Students then open the first datasets. They scan filenames, labels, and image quality, noticing common issues—glare, partial eyelids, and off-center eyes. They also spot a risk: generic models can drift toward skin background rather than the pupil. In response, the team proposes a “pupil-first” pipeline: capture with a guidance ring, confirm alignment, crop the pupil, then predict. The approach keeps the model focused on the right signal and makes training and evaluation more consistent.

Organization follows quickly. A simple directory convention is drafted; a lightweight script is planned to standardize names and flag unusable images. A “golden set” of clean samples is earmarked for repeat checks as the pipeline improves. The students keep the app experience minimal: large cues, short text, and an offline-friendly flow that can sync later.

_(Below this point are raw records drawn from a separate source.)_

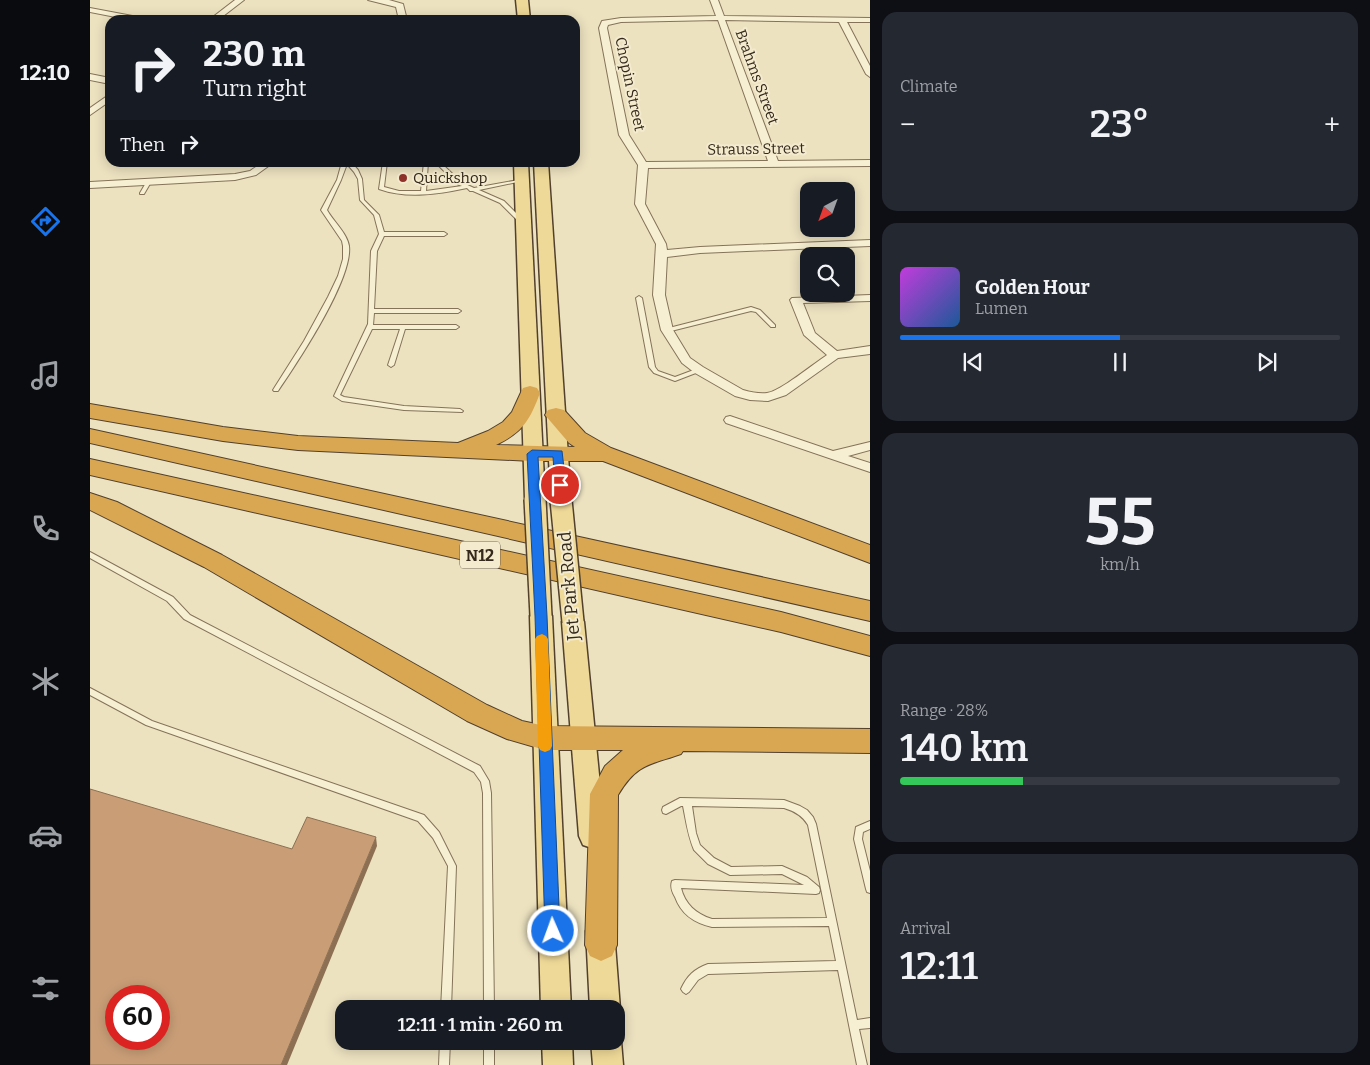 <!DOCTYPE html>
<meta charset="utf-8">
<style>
body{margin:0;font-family:Bitter,serif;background:#242831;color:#f1f3f6;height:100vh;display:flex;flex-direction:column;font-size:19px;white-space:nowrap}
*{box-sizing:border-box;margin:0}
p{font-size:16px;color:#9ea1a6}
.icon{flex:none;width:28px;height:28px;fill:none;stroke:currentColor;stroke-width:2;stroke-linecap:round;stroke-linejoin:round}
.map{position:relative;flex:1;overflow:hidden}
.drawer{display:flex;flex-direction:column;gap:12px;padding:12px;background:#0d0f14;width:500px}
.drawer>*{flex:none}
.guide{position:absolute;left:15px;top:15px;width:475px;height:152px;border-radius:15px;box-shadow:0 2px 12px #0003;background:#171b24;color:#f1f3f6;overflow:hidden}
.needle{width:32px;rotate:221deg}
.fabs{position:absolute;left:710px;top:182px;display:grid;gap:10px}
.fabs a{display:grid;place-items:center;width:55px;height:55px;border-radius:10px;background:#171b24;box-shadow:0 2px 12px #0003;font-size:25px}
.speed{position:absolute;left:15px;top:985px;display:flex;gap:10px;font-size:25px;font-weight:700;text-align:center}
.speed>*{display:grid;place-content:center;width:65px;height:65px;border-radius:50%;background:#171b24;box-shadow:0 2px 12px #0003;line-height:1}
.speed .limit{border:8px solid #d22;background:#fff;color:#111}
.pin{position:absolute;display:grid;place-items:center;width:42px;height:42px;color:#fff;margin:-21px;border:2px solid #fff;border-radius:50%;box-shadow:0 1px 5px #0007}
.me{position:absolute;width:55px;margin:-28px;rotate:358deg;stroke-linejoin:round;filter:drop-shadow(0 0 4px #0008)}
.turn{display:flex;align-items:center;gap:18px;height:105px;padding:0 15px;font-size:22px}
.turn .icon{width:65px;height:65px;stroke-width:2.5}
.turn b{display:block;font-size:35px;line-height:42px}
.then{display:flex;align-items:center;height:48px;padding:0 15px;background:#0003;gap:10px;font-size:19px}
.big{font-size:38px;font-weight:600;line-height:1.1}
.drawer .tile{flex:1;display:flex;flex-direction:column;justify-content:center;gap:8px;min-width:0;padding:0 18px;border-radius:15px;background:#242831}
.drawer .dial{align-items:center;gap:0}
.dial b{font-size:65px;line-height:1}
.song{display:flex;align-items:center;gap:15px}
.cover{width:60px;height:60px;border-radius:8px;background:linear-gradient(135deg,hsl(290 70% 55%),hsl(210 70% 35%))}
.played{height:5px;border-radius:2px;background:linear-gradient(90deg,#1a73e8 50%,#363941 50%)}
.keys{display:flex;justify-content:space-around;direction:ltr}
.heat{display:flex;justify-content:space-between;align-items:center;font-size:28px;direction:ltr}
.charge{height:8px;border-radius:4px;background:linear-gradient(90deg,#34c759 28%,#363941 0)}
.trip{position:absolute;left:245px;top:1000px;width:290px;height:50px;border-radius:15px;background:#171b24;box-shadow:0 2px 12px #0003;font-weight:600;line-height:50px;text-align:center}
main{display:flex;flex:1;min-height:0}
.menu{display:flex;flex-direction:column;width:90px;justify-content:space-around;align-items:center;background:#090b0e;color:#9ea1a6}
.menu .icon{width:35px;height:35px}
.menu .selected{color:#1a73e8}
.menu b{font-size:22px;color:#f1f3f6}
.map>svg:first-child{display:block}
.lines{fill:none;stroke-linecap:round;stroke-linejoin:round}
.lane-casing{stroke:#847359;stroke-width:2}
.street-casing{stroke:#847359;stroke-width:2}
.primary-casing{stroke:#51402d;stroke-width:3}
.highway-casing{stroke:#51402d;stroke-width:2}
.lane{fill:#f7efd2;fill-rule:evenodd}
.street{fill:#f7efd2;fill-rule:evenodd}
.primary{fill:#efd998;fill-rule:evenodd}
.highway{fill:#d9a752;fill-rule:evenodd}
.primary-bridge-casing{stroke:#51402d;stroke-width:24;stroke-linecap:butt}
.primary-bridge{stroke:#efd998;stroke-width:21}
.shaded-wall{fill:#8d6f53}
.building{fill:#c99e77;stroke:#8d6f53;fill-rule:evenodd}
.route{fill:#1a73e8;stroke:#114b97}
.slow{fill:#f59e0b}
.poi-dot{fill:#90312b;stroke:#f4ebcf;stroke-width:2}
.labels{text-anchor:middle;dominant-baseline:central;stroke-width:4;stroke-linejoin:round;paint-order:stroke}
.far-street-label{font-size:15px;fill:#34291c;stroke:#f4ebcf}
.far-poi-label{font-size:15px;fill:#34291c;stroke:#f4ebcf;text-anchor:start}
.shield{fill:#f4ebcf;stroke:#6e6352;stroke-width:1}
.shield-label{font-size:16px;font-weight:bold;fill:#34291c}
.street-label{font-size:18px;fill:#34291c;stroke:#f4ebcf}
</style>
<main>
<nav class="menu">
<b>12:10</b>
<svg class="icon selected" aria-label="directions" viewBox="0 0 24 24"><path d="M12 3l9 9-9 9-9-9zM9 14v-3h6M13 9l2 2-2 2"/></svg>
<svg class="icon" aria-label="music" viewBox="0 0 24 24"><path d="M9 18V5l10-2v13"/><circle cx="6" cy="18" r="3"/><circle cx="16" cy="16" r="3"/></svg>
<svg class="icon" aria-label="phone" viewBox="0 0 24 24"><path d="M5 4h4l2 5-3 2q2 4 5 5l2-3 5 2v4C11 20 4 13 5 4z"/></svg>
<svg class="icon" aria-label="climate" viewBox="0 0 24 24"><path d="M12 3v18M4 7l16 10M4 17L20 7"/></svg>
<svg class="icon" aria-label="car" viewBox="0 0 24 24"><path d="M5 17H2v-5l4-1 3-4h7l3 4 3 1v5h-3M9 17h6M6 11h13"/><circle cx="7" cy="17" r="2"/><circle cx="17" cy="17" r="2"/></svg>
<svg class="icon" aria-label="filters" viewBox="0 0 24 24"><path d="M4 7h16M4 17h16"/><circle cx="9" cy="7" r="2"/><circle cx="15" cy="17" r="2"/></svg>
</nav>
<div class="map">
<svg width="780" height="1065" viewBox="0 0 780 1065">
<rect width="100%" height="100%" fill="#ece2c0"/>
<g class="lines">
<defs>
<g id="lane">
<path d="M252 162H261L268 170 272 179 274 200 289 215 294 232H354L357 234 354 236H294L287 251 284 309H368L371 311 368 313H284L283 325H366L369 327 366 329H315L304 365 301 367 298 365 310 329H282L250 395 254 397 314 406 370 409 373 411 372 412 314 410 252 401 244 396 278 324 281 251 289 234 284 215 270 200 268 179 264 172 257 164 251 180 237 210C243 221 257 233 259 246 263 279 207 363 188 391H184L183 390 214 341 238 297 248 276 253 259V246L252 241 231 210 247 180Z"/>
<path d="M293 162H297L294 187 309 191H331L334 162H338L336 191 372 186 367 184 345 162H350L371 182 384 188 434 179V181H432L389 190 414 201 434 221 433 222H429L410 203 383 191H380L377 188C349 194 317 199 289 189Z"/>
<path d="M57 181 61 182 54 194H50V193Z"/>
<path d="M549 296 552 298 565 367 568 371 585 377 609 368 612 370 611 371 585 381 564 373 559 367 546 298Z"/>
<path d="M661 307 670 310 685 325V327H681L666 312 661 311 577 332 574 330 575 329Z"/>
<path d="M0 552 83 597 100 615 390 766 399 781 401 793 404 1009H394L393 793 391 782 384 772 94 619 77 601 0 558Z"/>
<path d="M0 688 62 721 334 815 349 832 366 866 361 1009H351L358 866 343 838 328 821 56 725 0 695Z"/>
<path d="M590 798 694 800 710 806 717 810 723 817 726 824 767 1020 780 1018V1028L769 1029 777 1065H767L748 970 618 974 608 980 599 992 596 994 593 992 591 989C597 976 604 969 618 964L746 961 739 926 622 927C604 923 591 914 585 897 582 892 580 887 582 881L585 880 714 885 692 874 640 875 618 864 604 850C598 836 596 821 593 806H591L576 814 573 813 572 810 573 807ZM602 806 694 808C704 811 712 815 718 825L737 918 622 919C606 914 595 904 591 888L726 894 729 893 730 890 729 887 717 877 692 866 641 867 624 858 610 845 606 833Z"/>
<path d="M780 821V829L773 832 772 839 780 871V893L777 892 776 889 764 839 766 827Z"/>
<path d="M350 1041H360L359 1065H349Z"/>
<rect x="394" y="1041" width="10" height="24"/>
</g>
<g id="street">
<path d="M145 0H154L128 20H119Z"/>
<path d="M278 0H299L313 4 317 20H309L306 7Z"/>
<path d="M620 0H628L634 16 780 18V22H757L780 66V77L776 74 749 22 635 20 688 161 780 160V166L558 168 555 204 576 244 577 250 610 247 780 240V246L610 253 577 257 575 295 583 330 600 358 613 367 653 390C660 392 670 394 677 393 691 391 723 364 737 355L714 335 700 300 702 298 780 295V301L713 303 725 333 747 351 780 346V354L748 358 696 395 678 401 660 400 645 396 605 373 592 363 571 330 563 295 566 244 545 204 548 165 529 135 509 28 512 21 531 18 626 16ZM628 20 678 161 556 162 539 135 517 28 518 25 531 22Z"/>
<path d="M0 8 53 18 57 20H41L0 12Z"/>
<path d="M0 74 20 78V84L0 80Z"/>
<path d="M20 94V101L0 115V108Z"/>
<path d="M173 162H184L166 175 145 180 0 188V182L145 174 160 171Z"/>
<path d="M640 416 743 451 780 442V450L758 456 780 463V472L636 423 634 420 636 417Z"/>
</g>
<g id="primary">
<path d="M426 0H438L440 20H428Z"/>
<path d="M424 162H438L455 499 452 504 445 506 438 504 435 499Z"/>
<path d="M444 162H458L481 500 478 505 471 507 464 505 461 500Z"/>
<path d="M451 607 459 610 462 616 481 1009H451L440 616 443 610Z"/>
<path d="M483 613 491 616 494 622 515 836 511 845 502 848 493 845 489 836 472 622 475 616Z"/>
<path d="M510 917 520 921 524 931 530 1009 526 1018V1009H500L496 931 500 921Z"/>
<path d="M526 1030 531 1041 533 1065H503L501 1041H526Z"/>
<path d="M452 1041H482L483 1065H453Z"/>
</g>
<g id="highway">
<path d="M440 386 447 388 450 393C440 420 433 432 406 445L485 447 479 443 455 415 458 410 466 408 474 410 495 433 521 448 780 545V563L513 461H442L208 450 133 441 0 418V404L133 427 208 436 368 443 398 431 413 422 422 412 433 388Z"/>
<path d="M0 429 780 601V621L0 443Z"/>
<path d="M0 459 691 612 780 636V656L691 632 0 475Z"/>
<path d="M0 493 27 502 132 555 397 705 432 721 455 726 780 729V753L593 751 591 754C560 765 547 763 528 795L527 945 522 956 511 961 500 956 495 945 500 794 515 766 533 750H455L417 739 377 721 114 567 0 510Z"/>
</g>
</defs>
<use href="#lane" class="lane-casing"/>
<use href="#street" class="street-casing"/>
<use href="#primary" class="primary-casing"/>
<use href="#highway" class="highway-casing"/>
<use href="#lane" class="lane"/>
<use href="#street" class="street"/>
<use href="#primary" class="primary"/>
<use href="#highway" class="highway"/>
<defs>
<g id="primary-bridge">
<path d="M445 499 451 616"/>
<path d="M471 500 483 622"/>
</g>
</defs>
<use href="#primary-bridge" class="primary-bridge-casing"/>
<use href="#primary-bridge" class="primary-bridge"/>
</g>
<path class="shaded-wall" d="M286 837 287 846 197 1065H191Z"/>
<path class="building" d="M0 789 202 849 217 817 286 837 191 1065H0ZM26 996H69V1039H26Z"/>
<path class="route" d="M442 450 472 451 476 485 470 489 465 485 463 457H448L457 616 470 931 468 936 463 939 457 936 455 931 445 616 437 454Z"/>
<path class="slow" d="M452 634 456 636 458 639 462 746 460 750 455 752 450 750 448 746 445 639 447 636Z"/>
<circle class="poi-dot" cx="313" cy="178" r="5"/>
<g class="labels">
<g class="far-street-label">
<text transform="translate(667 77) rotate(70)">Brahms Street</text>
<text transform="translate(540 84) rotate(78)">Chopin Street</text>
<text transform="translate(666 149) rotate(-1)">Strauss Street</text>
</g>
<g class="far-poi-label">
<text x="323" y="178">Quickshop</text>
</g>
<rect class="shield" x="370" y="541.5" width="40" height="27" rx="4"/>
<g class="shield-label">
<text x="390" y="555">N12</text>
</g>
<g class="street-label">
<text transform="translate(479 586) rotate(-95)">Jet Park Road</text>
</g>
</g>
</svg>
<div class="fabs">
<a><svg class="needle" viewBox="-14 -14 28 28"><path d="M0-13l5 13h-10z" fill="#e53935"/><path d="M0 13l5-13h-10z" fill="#9ea1a6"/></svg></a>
<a><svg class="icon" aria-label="search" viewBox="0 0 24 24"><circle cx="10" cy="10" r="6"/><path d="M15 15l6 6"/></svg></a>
</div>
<div class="speed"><div class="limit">60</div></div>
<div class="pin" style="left:470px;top:485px;background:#d93025"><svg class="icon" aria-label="arrive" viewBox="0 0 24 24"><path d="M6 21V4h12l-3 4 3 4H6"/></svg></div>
<svg class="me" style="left:463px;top:931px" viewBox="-20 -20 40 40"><circle r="17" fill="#1a73e8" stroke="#fff" stroke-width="3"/><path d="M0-11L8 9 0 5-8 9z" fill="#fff"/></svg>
<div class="trip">12:11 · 1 min · 260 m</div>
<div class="guide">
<div class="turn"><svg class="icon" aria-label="right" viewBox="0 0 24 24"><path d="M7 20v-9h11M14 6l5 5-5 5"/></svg><div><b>230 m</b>Turn right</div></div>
<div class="then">Then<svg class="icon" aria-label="right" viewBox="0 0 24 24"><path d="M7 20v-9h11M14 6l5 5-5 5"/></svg></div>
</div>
</div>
<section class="drawer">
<div class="tile"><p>Climate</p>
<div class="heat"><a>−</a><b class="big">23°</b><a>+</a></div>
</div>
<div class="tile">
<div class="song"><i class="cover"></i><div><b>Golden Hour</b><p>Lumen</p></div></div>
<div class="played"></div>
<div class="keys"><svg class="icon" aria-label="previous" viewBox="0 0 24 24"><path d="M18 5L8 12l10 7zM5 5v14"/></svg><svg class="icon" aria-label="pause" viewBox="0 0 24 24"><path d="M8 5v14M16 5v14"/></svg><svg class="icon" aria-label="next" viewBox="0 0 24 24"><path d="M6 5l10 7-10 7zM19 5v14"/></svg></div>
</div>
<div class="tile dial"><b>55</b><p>km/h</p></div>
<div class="tile"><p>Range · 28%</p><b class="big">140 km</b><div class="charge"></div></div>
<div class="tile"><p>Arrival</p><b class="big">12:11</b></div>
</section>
</main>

Next Tasks (from May planning)

Create a small “golden set” for regression testing across devices and lighting.

Finalize a consistent folder/filename schema; implement a one-click “clean & sort” script.

Prototype the pupil guidance ring and crop confirmation screen.

Draft field SOPs (distance, angle, glare reduction) and a “usable image” checklist.

Define pilot metrics: time per screen, unusable-image rate, agreement with clinician review.